● DIRECTIONS
Below are records; copy every line in them that holds the word "action".

===============

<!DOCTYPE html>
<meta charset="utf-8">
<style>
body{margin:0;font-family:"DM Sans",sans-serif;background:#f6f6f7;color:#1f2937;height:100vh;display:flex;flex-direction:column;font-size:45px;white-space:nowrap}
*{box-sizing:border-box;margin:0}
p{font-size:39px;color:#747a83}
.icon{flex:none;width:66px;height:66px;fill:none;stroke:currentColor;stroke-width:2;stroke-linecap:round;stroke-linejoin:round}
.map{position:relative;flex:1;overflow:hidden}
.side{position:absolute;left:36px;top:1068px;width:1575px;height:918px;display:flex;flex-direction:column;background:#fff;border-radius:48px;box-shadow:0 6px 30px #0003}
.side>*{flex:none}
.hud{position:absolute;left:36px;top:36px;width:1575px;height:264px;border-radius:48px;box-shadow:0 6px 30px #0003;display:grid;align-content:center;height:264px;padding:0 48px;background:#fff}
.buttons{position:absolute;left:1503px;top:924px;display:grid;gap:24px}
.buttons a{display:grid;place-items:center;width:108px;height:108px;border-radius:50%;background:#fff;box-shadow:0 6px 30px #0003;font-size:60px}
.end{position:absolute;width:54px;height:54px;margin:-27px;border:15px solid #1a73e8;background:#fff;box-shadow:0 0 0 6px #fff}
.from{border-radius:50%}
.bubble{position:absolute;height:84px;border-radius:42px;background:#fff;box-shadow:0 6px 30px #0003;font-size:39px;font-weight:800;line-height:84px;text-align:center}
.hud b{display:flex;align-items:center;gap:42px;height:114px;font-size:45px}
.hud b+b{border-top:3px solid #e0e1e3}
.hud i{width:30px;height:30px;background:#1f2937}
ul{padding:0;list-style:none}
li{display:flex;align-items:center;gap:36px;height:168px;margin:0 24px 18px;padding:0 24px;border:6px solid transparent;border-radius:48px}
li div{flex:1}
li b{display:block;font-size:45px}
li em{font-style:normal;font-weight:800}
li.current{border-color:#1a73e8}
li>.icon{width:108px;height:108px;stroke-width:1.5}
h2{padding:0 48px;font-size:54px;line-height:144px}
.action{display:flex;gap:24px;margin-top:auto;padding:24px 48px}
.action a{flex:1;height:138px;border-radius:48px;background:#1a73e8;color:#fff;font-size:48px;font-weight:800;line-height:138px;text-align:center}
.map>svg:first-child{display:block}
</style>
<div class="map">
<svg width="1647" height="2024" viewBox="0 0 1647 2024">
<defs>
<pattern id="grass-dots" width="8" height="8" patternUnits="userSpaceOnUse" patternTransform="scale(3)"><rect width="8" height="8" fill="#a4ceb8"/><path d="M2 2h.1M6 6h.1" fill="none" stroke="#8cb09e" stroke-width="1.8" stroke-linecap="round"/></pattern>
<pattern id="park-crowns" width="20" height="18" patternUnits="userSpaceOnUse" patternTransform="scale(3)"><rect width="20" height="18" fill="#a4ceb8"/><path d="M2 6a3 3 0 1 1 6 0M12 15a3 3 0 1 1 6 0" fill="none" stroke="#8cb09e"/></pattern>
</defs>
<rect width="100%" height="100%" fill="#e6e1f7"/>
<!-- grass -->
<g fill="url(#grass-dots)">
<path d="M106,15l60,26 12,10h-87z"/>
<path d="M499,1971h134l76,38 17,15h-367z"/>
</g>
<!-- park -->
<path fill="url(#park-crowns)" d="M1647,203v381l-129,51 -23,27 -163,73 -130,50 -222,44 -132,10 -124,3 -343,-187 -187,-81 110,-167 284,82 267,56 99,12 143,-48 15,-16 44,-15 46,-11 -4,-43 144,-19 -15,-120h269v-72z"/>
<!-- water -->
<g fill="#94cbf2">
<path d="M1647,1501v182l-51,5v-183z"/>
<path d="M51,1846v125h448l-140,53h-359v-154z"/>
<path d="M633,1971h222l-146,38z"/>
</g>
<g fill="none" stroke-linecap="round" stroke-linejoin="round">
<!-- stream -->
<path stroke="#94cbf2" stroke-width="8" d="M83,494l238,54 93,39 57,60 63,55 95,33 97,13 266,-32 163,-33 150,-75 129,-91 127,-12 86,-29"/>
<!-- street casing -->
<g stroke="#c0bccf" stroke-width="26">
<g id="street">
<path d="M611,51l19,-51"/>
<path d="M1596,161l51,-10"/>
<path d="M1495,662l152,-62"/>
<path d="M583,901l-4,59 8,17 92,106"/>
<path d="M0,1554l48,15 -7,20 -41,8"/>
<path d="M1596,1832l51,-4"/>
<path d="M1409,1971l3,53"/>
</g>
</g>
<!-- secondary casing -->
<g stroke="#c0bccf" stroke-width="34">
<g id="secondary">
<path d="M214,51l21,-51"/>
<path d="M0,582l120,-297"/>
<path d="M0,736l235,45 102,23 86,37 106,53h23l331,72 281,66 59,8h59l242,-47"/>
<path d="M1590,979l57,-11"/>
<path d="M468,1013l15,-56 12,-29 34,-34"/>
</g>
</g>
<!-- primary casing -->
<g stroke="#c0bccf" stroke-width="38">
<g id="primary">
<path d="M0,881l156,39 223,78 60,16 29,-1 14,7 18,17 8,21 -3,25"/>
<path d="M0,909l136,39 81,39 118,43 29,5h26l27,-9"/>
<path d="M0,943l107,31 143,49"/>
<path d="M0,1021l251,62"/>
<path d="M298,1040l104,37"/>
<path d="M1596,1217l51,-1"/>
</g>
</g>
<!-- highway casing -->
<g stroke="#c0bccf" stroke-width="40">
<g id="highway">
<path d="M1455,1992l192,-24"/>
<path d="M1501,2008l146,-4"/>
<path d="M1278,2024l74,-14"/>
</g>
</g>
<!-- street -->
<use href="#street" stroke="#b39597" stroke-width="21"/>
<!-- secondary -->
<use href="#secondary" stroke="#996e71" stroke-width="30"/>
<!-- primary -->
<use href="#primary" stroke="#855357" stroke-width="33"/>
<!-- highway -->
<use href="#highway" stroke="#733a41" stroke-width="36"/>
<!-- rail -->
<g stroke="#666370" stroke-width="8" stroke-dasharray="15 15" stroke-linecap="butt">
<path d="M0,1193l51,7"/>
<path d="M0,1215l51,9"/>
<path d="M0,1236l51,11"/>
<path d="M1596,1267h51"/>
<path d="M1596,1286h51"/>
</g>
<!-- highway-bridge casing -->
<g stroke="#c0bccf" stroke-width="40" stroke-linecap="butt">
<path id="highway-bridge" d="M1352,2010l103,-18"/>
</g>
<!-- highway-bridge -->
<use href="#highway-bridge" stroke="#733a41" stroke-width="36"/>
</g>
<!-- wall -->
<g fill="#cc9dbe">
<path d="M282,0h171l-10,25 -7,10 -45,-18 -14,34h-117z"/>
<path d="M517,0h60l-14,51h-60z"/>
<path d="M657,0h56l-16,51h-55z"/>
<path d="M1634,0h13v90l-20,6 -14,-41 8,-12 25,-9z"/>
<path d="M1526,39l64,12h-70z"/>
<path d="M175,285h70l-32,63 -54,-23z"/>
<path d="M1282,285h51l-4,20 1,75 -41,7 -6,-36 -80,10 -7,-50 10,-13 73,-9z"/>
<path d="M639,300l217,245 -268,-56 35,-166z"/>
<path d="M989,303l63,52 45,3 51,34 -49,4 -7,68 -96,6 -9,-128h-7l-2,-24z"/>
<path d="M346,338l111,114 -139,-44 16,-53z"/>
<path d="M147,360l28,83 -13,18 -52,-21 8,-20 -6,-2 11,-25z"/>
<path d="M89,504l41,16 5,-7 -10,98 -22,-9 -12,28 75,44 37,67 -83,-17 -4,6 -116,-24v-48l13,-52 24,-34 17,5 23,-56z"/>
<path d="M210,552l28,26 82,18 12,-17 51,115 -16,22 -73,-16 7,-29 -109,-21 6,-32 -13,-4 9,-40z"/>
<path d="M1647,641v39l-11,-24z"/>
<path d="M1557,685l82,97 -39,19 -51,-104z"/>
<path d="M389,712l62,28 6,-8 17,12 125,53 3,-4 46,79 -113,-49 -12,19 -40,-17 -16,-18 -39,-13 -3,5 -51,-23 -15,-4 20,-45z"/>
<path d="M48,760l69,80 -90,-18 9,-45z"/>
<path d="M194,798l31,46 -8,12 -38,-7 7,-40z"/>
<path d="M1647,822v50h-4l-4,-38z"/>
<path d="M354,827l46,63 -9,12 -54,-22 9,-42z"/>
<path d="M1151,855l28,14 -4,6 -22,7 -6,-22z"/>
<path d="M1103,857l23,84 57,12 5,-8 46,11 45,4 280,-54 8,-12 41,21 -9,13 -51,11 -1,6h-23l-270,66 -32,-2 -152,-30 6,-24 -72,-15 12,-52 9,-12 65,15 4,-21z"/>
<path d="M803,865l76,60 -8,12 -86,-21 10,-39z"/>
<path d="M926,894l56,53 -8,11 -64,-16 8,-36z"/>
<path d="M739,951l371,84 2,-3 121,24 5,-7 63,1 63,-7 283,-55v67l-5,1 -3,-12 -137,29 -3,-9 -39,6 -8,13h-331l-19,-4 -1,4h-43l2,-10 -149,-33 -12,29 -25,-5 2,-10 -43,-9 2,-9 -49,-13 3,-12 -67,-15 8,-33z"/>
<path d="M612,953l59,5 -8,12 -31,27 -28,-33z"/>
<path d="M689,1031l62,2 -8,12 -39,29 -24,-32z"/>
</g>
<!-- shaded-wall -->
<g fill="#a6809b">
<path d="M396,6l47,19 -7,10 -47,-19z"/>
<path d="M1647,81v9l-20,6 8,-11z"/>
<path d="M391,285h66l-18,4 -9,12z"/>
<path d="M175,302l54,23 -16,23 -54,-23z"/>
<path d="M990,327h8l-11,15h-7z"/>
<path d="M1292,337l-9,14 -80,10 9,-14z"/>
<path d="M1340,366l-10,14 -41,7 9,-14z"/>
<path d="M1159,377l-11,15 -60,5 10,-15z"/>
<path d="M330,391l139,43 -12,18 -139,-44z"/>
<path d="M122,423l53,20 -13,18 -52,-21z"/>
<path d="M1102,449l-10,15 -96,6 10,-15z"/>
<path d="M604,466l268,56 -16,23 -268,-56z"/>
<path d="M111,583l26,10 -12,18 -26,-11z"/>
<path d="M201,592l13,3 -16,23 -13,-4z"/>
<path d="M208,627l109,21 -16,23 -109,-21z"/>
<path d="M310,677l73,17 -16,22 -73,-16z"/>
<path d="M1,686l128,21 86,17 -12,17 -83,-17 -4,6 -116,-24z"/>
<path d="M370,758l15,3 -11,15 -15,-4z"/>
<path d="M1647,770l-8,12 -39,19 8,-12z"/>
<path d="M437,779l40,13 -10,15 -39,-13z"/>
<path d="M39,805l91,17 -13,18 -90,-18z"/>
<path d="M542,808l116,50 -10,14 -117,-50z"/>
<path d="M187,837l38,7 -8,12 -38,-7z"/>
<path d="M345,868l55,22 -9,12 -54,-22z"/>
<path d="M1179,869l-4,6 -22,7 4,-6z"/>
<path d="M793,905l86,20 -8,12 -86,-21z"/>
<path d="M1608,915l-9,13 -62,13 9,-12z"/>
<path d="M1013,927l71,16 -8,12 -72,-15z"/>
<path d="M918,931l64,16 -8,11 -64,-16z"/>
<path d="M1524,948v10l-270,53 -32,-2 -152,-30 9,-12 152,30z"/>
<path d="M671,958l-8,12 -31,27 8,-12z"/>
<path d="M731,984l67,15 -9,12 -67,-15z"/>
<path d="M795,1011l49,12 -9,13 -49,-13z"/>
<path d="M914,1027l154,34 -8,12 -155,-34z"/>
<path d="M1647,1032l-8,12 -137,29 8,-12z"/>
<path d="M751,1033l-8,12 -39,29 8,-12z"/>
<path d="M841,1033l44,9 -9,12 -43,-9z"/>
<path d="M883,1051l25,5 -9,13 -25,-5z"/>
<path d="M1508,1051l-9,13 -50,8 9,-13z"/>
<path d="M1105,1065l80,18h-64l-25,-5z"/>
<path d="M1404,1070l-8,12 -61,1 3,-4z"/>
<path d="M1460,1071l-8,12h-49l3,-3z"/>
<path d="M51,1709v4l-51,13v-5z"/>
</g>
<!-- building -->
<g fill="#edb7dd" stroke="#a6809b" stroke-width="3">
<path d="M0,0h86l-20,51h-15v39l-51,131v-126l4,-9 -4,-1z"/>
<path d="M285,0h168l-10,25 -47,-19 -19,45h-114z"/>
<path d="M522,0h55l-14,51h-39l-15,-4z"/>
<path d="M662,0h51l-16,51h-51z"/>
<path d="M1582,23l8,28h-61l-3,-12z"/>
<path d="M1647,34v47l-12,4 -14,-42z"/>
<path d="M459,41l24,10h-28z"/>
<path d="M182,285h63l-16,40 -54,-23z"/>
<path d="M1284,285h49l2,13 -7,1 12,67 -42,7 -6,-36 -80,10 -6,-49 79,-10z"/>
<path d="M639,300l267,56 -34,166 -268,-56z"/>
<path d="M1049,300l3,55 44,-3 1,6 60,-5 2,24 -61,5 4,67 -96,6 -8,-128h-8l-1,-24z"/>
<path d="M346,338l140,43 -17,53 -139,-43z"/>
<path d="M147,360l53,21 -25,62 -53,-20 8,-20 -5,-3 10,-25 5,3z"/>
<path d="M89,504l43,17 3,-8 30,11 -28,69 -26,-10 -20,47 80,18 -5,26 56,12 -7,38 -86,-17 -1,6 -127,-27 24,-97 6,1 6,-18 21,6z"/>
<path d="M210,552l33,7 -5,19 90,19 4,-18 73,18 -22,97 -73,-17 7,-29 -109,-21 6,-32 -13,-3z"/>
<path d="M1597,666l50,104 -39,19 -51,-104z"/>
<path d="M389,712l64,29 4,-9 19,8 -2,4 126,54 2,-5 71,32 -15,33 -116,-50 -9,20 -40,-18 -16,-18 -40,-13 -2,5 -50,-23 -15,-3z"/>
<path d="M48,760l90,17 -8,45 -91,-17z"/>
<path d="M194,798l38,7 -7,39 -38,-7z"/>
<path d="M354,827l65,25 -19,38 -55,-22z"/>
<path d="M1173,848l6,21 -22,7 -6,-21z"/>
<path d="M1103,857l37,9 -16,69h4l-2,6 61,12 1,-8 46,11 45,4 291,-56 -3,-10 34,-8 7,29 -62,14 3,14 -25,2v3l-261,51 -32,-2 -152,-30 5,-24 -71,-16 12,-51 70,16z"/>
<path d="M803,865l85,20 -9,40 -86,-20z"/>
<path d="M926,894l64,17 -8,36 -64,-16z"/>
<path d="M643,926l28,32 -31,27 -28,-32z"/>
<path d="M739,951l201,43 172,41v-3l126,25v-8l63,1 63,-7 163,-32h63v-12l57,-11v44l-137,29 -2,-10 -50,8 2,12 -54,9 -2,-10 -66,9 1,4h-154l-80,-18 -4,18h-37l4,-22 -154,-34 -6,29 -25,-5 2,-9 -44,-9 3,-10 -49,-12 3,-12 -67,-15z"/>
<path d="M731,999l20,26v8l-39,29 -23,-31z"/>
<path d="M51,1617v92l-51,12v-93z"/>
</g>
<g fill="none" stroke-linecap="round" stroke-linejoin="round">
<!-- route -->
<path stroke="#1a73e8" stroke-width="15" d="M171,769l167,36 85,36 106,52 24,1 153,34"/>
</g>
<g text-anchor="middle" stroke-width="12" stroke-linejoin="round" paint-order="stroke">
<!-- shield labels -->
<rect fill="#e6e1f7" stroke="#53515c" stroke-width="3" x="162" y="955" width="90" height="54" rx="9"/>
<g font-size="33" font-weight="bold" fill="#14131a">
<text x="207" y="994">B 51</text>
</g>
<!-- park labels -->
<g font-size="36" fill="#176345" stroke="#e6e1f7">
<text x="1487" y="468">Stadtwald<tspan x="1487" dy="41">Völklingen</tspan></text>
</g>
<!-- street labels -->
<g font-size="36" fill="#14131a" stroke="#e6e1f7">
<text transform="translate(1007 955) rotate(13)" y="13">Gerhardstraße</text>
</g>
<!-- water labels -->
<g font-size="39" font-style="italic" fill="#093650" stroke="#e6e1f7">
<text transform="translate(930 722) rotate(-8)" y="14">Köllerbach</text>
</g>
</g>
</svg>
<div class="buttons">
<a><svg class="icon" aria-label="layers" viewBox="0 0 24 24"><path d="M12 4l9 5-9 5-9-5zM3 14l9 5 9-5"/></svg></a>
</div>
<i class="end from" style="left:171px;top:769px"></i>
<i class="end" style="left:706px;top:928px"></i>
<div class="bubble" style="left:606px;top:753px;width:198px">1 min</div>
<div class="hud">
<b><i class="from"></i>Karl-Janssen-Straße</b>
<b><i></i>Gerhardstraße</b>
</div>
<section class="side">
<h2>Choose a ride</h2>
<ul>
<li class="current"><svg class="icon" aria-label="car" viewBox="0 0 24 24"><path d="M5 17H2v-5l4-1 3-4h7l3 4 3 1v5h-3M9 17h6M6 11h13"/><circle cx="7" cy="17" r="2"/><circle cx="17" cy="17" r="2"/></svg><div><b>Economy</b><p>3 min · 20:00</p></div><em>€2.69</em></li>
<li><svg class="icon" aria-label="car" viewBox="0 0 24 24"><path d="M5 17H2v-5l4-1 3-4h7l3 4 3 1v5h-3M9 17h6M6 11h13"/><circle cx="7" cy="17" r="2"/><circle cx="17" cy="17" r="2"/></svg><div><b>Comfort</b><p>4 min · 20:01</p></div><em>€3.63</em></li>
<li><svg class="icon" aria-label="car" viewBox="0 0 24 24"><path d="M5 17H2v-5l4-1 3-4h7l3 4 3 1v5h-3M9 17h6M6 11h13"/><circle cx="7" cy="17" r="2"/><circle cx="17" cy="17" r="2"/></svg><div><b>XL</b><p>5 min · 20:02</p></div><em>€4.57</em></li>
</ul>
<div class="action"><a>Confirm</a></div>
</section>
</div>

===============

● OUTPUT FOR THIS EXERCISE
.action{display:flex;gap:24px;margin-top:auto;padding:24px 48px}
.action a{flex:1;height:138px;border-radius:48px;background:#1a73e8;color:#fff;font-size:48px;font-weight:800;line-height:138px;text-align:center}
<div class="action"><a>Confirm</a></div>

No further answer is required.